O 26º Prêmio da
Música Brasileira cumpriu a promessa de homenagear Maria Bethânia em seus
50 anos de ofício. A celebração reuniu cancionistas e atores - gente do palco,
esse quintal de Bethânia - para percorrer a trajetória artística da "dona
do dom", "diva das divas", como disse Alcione. Aliás, coube a
Alcione quebrar o protocolo. A amiga de Bethânia contou um causo em que a
alteza apareceu nossa demais, humanizada, despida das notícias de canonização
com as quais até então - e por toda a noite - a festa a vestia. A homenageada
corou e gargalhou junto com a plateia do Theatro Municipal do Rio de Janeiro.

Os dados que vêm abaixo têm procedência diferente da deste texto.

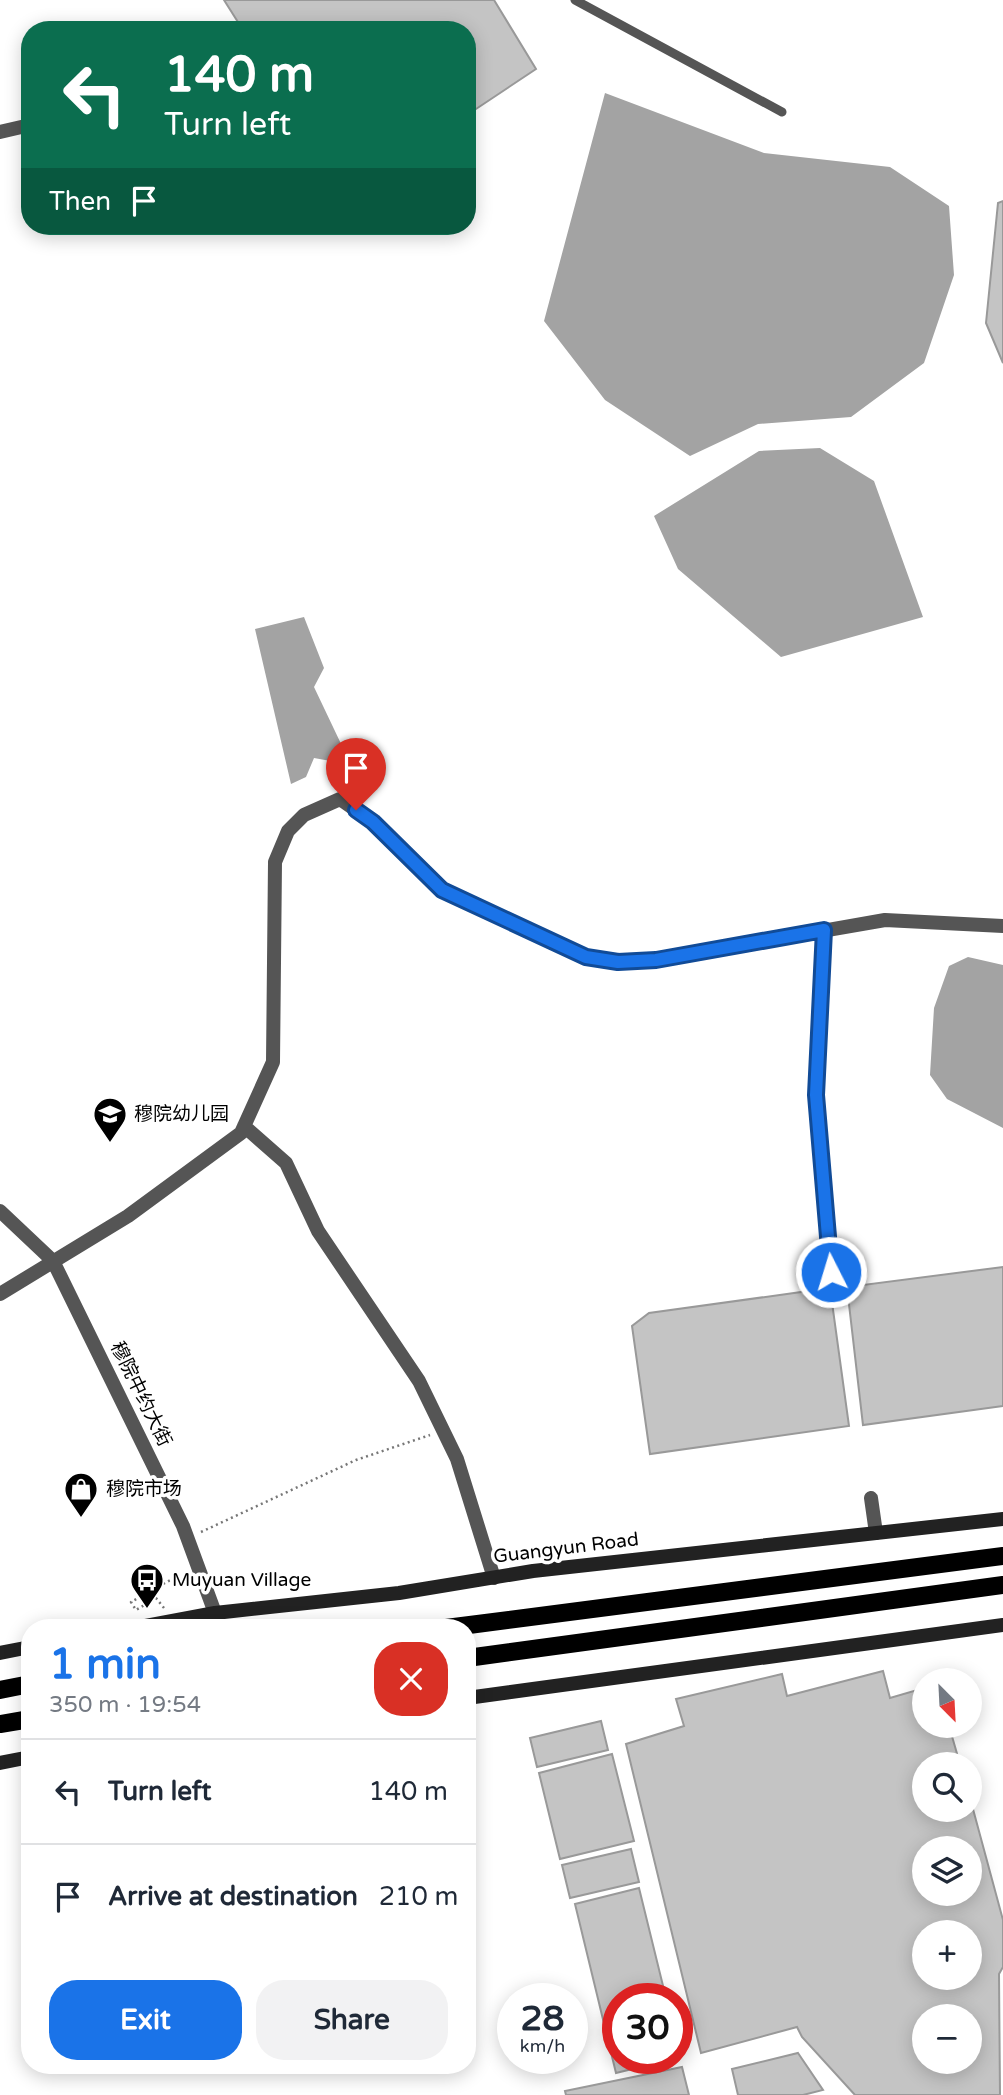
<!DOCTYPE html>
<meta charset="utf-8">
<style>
body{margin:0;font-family:"Varela Round","Noto Sans SC",sans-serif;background:#f2f2f3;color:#1f2937;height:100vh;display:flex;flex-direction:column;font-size:26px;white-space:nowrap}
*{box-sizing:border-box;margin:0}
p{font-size:23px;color:#747a83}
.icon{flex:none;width:38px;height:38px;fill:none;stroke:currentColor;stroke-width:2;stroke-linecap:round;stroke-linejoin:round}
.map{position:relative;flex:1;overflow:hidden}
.details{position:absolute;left:21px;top:1619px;width:455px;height:455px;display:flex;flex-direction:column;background:#fff;border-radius:28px;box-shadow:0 4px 18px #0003}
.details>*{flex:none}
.guide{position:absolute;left:21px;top:21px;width:455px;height:214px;border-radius:28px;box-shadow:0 4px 18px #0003;background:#0b6e4f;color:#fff;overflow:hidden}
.needle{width:46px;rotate:156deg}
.buttons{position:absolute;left:912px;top:1668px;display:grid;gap:14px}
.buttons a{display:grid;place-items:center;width:70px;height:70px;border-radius:50%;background:#fff;box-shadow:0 4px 18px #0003;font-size:35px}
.speed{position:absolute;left:497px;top:1983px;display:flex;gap:14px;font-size:35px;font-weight:700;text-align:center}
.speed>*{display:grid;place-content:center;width:91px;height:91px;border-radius:50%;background:#fff;box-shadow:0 4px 18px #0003;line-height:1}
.speed small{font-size:18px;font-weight:400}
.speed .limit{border:10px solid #d22;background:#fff;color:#111}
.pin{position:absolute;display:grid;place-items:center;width:60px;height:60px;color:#fff;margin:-72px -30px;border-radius:50% 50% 50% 0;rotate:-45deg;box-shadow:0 0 7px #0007}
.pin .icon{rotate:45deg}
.me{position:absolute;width:77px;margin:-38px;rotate:355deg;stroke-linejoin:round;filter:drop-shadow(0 0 5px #0008)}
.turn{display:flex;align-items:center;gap:24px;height:147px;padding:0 28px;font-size:32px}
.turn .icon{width:91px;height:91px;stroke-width:2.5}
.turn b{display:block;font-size:49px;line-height:60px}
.then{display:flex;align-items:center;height:66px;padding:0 28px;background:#0003;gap:14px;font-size:26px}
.round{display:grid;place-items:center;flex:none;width:74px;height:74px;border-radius:28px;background:#f2f2f3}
.headline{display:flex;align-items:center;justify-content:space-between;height:119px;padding:0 28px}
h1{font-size:42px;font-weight:700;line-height:52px;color:#1a73e8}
.button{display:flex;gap:14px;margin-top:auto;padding:14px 28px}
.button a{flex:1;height:80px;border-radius:28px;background:#1a73e8;color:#fff;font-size:28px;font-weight:700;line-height:80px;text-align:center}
.button a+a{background:#f2f2f3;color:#1f2937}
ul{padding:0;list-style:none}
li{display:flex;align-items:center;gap:21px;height:105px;padding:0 28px;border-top:2px solid #e0e1e3}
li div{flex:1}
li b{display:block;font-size:26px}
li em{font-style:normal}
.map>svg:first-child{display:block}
.water{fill:#a3a3a3}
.building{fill:#c4c4c4;stroke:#999;stroke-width:2;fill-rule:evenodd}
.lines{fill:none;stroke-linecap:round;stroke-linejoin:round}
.path{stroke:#777;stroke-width:2.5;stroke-dasharray:2 3.5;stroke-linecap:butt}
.service{stroke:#555;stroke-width:9}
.minor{stroke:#555;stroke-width:14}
.secondary{stroke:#222;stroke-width:14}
.primary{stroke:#000;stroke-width:18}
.route-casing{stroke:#114b97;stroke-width:18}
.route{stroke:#1a73e8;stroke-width:12}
.labels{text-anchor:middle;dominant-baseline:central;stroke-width:7;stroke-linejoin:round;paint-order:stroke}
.poi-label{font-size:19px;fill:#000;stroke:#fff;text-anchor:start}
.street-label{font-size:19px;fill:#000;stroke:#fff}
</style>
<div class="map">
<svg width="1003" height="2095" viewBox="0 0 1003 2095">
<rect width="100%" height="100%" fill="#fff"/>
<!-- water -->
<path class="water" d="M605,93L764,153L890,167L949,206L954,275L924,363L851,417L758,424L690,456L605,400L544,321Z
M820,448L874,481L923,617L781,657L678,569L654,516L759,451Z
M304,617L324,668L314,687L343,748L336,762L314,758L306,777L291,784L255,629Z
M968,957L1003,965V1128L947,1099L930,1075L934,1008L949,966Z"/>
<!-- building -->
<path class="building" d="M224,0H494L536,69L467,115V30H243Z
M1003,201V363L986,323L998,203Z
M1003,1267V1406L863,1425L847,1287Z
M830,1288L849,1426L650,1454L632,1326L649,1313Z
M883,1671L890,1698L924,1688V1726H949L960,1764H924V1810H970V1798L1003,1920V1967L999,1974L1000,2095H855L802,2037L797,2027L701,2053L626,1744L684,1726L676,1699L782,1674L787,1696ZM924,1848H970V1894H924ZM924,1932H970V1978H924ZM924,2016H970V2062H924Z
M601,1721L608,1750L537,1767L530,1738Z
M612,1754L634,1841L560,1859L539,1773Z
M631,1849L639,1882L570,1898L562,1865Z
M639,1888L666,1998H618V2058H677L616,2073L575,1904Z
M798,2053L823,2090L803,2095H738L732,2069Z
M682,2067L689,2095H566L565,2091Z"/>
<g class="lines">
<!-- path -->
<path class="path" d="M201,1532L356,1460L430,1435
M164,1608L156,1598L136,1610L131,1602L174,1578"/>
<!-- service -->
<path class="service" d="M575,0L782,112"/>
<!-- minor -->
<path class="minor" d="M0,132L30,125
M824,930L816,1095L831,1272
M244,1126L286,1163L318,1231L419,1381L457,1459L494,1578
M0,1211L53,1261L183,1526L215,1613
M0,1294L128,1216L241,1133L273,1062L275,862L288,831L304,815L340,799L373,822L442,890L586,957L618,962L656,960L885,920L1003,926
M871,1498L876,1533"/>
<!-- secondary -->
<path class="secondary" d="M135,1628L215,1613L399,1593L533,1571L1003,1519
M0,1653L30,1647
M467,1698L1003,1625
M0,1763L30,1757"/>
<!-- primary -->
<path class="primary" d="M446,1628L1003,1556
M467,1658L1003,1585
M0,1690L30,1684
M0,1724L30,1719"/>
</g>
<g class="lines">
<defs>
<path id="route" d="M356,810L373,822L442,890L586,957L618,962L656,960L824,930L816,1095L831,1272"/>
</defs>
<!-- route casing -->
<use href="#route" class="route-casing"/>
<!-- route -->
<use href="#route" class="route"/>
</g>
<!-- icons -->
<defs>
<symbol id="school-pin" viewBox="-11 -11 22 30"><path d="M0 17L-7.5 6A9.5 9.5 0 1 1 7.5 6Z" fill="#000" stroke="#fff"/><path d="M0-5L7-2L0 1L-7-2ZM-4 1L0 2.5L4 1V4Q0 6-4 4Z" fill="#fff"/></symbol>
<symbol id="shop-pin" viewBox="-11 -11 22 30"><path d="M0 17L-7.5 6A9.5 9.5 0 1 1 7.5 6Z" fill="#000" stroke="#fff"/><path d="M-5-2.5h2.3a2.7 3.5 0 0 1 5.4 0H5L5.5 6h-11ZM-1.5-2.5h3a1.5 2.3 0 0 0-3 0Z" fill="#fff"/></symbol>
<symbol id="bus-pin" viewBox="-11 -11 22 30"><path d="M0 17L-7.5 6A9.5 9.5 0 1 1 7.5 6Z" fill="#000" stroke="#fff"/><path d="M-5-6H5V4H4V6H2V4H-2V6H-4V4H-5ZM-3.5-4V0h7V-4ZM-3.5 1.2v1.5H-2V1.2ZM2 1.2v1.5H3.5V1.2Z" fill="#fff"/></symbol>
</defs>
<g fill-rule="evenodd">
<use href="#school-pin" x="91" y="1095" width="38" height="52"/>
<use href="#shop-pin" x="62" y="1470" width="38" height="52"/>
<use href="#bus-pin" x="128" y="1561" width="38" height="52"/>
</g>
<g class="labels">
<!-- poi labels -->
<g class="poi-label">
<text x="134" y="1114">穆院幼儿园</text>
<text x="106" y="1489">穆院市场</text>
<text x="172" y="1580">Muyuan Village</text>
</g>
<!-- street labels -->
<g class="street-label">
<text transform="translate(141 1394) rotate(64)">穆院中约大街</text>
<text transform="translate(566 1548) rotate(-7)">Guangyun Road</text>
</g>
</g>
</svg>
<div class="buttons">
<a><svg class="needle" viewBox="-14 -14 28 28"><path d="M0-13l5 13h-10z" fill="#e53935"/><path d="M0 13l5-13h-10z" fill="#747a83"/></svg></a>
<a><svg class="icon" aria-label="search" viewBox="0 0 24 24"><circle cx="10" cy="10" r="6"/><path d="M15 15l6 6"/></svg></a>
<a><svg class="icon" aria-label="layers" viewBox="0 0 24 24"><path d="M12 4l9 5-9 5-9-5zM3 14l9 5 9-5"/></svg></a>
<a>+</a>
<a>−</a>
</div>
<div class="speed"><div>28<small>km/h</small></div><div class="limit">30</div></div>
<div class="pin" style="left:356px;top:810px;background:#d93025"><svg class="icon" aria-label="arrive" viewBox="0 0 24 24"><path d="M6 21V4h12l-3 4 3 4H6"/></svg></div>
<svg class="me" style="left:831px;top:1272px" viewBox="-20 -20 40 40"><circle r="17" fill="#1a73e8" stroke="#fff" stroke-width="3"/><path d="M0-11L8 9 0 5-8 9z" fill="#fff"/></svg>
<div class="guide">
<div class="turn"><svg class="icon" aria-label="left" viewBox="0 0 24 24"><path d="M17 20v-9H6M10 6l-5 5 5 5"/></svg><div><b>140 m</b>Turn left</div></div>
<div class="then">Then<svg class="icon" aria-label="arrive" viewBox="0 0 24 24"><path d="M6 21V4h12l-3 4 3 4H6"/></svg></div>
</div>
<section class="details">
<div class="headline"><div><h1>1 min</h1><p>350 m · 19:54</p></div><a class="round" style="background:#d93025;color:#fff"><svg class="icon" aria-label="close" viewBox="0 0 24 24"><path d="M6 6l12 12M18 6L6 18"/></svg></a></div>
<ul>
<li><svg class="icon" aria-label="left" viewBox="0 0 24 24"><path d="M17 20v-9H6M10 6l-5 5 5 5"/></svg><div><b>Turn left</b></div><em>140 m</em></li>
<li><svg class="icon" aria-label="arrive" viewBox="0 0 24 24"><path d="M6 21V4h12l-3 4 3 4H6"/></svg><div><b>Arrive at destination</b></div><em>210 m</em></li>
</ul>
<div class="button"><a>Exit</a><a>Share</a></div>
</section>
</div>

Fernanda Montenegro foi substituída por Juca de Oliveira para
abrir a noite. O texto lido falou de voz, falava da voz e de sua dona, da dona
da voz, da cantora autora que Bethânia é. Clássicos, mas distantes do
laudatório vazio, o roteiro e o texto escritos por Zélia Duncan (compositora
ainda não gravada por Bethânia) permitiram o assentamento bio-sonoro da
homenageada. Zélia ajustou admiração e pesquisa, a fim de compor um panorama da
rosa dos ventos cantada nesses 50 anos.
Visivelmente emocionada - emoção que perdurou toda a
cerimônia -, Bethânia fez sua entrada. Errou a letra de "O Quereres"
(Caetano Veloso), fez dengo de majestade e o público aplaudiu. Estava
constituída assim a empatia entre ela e aqueles que ali estavam para bater a
cabeça em devoção à musa-sereia.
Alguns números merecem destaque. Entre eles, o que juntou os
compositores gravados por Bethânia no disco Âmbar (1996) Adriana Calcanhotto, Arnaldo Antunes e Chico César -
três dos melhores de uma geração; o número passional que uniu a já citada
Alcione - ovacionada após a interpretação arrebatadora de "Negue"
(Adelino Moreira e Enzo Almeida Passos) -, Letícia Sabatella (com a declamação
de "Quando o amor vacila") e Johnny Hooker que, vestido a la carcará,
performou "Lama" (Paulo Marques e Alice Chaves); Nana e Dori Caymmi
cantando "Pra dizer adeus" (Edu Lobo e Torquato Neto); Mariene de
Castro evocando os orixás; Mônica Salmaso e Jackson Antunes revisando os temas rosianos
e mariandradinos do disco Brasileirinho (2003);
e Fabiana Cozza cantando com Roque Ferreira as canções deste gravadas por
Bethânia. Além de Caetano Veloso que juntou "Queda d'água" e "É
de manhã" para saudar a "presença toda sã" da mana no céu da
canção nacional.
A interpretação de Matheus Nachtergaele para o trecho VIII
de O guardador de rebanhos, de Alberto Caeiro (heterônimo de Fernando Pessoa),
popularmente conhecido como "Poema do menino Jesus", coroou a noite
constelar. E a gira festiva foi encerrada por Bethânia cantando "Explode
coração" (Gonzaguinha) e, embalada por "Vento de lá" (Roque
Ferreira), recebendo os convidados numa meia ciranda.
Numa festa com tamanha importância para a artista e para a Música
Popular Brasileira, algumas ausências foram sentidas: Clarice Lispecto (citada en passant), Gal Costa (dupla doce bárbara de Bethânia) e, claro, Chico Buarque de Holanda. Jaime Alem, por
sua vez, figurava na galeria do teatro. Gilberto Gil estava lá, mas subiu ao
palco apenas para receber prêmio. Aliás, a festa elencou também excelentes
amostras daquilo que tem sido feito na MPB de hoje. Apesar das confusas
categorias de premiação.
De "Missa agrária" (Carlos Lyra e Gianfrancesco
Guarnieri) e "Carcará" (João do Vale e José Cândido) a "Explode
coração" (Gonzaguinha), a noite sagrou Maria Bethânia como A menina dos olhos de Oyá, a grande
dama da canção, a que clareia o terreiro sonoro que o Brasil é, aquela que em
sua trajetória luzidia en-canta no mau e no bom tempo.